Als ob er es geahnt hätte, hatte Merz selbst einige Tage vor der Wahl festgestellt, es herrsche "keine Euphorie", was die neue Regierung angeht. An Merz' Risikobereitschaft, seinem rhetorischen Talent und seinem Ehrgeiz zweifelt niemand. Ein Publikumsliebling war er aber nie, Merz kann kühl, überheblich und bisweilen vielleicht auch verletzend wirken.

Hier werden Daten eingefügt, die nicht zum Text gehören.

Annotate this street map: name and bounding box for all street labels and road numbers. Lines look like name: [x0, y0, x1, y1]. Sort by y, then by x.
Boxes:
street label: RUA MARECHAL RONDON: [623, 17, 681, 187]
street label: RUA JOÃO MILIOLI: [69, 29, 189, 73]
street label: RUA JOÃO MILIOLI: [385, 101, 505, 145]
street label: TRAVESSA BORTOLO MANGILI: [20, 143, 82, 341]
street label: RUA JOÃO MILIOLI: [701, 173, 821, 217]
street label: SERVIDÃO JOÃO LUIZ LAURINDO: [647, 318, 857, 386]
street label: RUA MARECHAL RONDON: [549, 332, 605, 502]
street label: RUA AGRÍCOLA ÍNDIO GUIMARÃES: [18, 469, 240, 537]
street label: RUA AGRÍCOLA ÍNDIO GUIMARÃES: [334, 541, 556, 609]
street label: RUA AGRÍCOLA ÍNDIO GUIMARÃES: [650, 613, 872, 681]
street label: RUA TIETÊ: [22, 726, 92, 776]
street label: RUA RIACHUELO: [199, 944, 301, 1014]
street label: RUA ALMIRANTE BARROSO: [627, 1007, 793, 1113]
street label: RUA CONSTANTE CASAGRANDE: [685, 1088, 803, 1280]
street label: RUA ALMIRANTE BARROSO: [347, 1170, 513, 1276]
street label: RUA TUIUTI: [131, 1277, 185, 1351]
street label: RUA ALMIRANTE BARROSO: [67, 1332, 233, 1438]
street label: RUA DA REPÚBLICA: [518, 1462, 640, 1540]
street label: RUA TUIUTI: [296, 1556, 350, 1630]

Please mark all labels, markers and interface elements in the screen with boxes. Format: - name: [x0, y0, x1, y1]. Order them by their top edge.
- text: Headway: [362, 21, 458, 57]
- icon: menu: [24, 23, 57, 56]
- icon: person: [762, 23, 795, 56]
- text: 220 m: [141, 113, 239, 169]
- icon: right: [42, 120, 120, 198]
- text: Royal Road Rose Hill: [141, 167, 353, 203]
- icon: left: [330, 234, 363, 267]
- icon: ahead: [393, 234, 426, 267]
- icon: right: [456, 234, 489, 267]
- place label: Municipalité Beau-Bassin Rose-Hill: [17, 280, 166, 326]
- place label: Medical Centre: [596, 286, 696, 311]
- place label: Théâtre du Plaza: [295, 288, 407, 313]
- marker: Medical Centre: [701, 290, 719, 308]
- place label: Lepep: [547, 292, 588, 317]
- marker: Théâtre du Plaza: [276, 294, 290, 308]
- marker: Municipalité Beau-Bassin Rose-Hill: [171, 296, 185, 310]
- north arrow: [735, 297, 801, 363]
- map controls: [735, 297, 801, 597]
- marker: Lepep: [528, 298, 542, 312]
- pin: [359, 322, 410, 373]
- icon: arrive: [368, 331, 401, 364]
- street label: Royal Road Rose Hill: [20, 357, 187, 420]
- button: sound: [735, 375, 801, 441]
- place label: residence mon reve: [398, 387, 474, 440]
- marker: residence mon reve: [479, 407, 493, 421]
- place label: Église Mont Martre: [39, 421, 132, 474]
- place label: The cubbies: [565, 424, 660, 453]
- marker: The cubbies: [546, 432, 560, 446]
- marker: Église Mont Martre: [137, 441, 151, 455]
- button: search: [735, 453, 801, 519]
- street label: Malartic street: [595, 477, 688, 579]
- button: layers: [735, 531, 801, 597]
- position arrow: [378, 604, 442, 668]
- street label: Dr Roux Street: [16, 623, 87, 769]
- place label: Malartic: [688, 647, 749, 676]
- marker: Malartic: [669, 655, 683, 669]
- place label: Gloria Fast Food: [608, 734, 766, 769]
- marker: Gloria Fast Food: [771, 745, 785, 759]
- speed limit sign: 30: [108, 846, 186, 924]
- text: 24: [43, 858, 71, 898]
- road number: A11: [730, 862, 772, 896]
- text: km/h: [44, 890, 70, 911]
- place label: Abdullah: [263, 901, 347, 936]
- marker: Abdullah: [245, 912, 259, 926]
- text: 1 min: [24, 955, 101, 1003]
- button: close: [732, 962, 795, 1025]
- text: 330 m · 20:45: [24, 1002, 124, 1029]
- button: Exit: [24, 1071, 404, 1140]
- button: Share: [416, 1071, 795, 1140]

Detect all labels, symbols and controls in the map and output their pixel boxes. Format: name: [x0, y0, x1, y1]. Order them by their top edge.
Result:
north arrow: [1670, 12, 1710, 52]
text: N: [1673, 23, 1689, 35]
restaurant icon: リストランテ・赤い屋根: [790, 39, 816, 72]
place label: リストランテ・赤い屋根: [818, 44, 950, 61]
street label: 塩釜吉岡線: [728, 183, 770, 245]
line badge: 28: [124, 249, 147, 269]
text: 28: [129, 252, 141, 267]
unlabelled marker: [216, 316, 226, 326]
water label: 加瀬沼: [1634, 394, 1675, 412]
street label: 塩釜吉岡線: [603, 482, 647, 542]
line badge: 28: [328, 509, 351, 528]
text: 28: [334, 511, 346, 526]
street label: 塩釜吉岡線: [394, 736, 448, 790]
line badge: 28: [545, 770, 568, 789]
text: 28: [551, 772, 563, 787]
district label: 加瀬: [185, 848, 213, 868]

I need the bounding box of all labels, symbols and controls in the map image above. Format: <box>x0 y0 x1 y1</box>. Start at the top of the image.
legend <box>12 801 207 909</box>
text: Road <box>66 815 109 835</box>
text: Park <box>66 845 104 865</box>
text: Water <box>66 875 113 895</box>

Wie groß die Zweifel auch in der eigenen Koalition sind, weiß Merz seit dem gescheiterten Wahlgang am Dienstag: Mindesten 18 Stimmen aus den schwarz-roten Reihen fehlten ihm im ersten Durchgang. Auch im zweiten Wahlgang verweigerten ihm mindestens drei Koalitionsabgeordnete die Stimme.
Langer Weg zum Kanzler
Merz, der große Ungeliebte: Bereits bei der Wahl zum CDU-Bundesvorsitzenden war er zwei Mal unterlegen, ehe ihm 2022 im dritten Anlauf der Sprung an die Parteispitze gelang. Nun lastet auf ihm die Hypothek, als bisher einziger Bundeskanzler in der Geschichte der Bundesrepublik im ersten Wahlgang gescheitert zu sein.
Keine optimalen Voraussetzungen für die erste große Aufgabe, die Merz im Amt des Kanzlers erwartet: das Vertrauen der Bevölkerung zu gewinnen. Nach der Wahl im Februar hat Merz der Wählerschaft und vor allem seiner eigenen Partei einiges zugemutet - eine massive Neuverschuldung, die die CDU doch immer abgelehnt hatte.
Merz ist sich der Skepsis ihm gegenüber bewusst. Auf dem kleinen CDU-Parteitag in der Woche vor der Kanzlerwahl sagte er, er habe "einen Kredit in Anspruch genommen, und einen Kredit muss man - jedenfalls wenn man ein glaubwürdiger Schuldner sein will - auch wieder zurückzahlen". Seine Botschaft an die Basis: Er weiß, dass er nun als Kanzler liefern muss.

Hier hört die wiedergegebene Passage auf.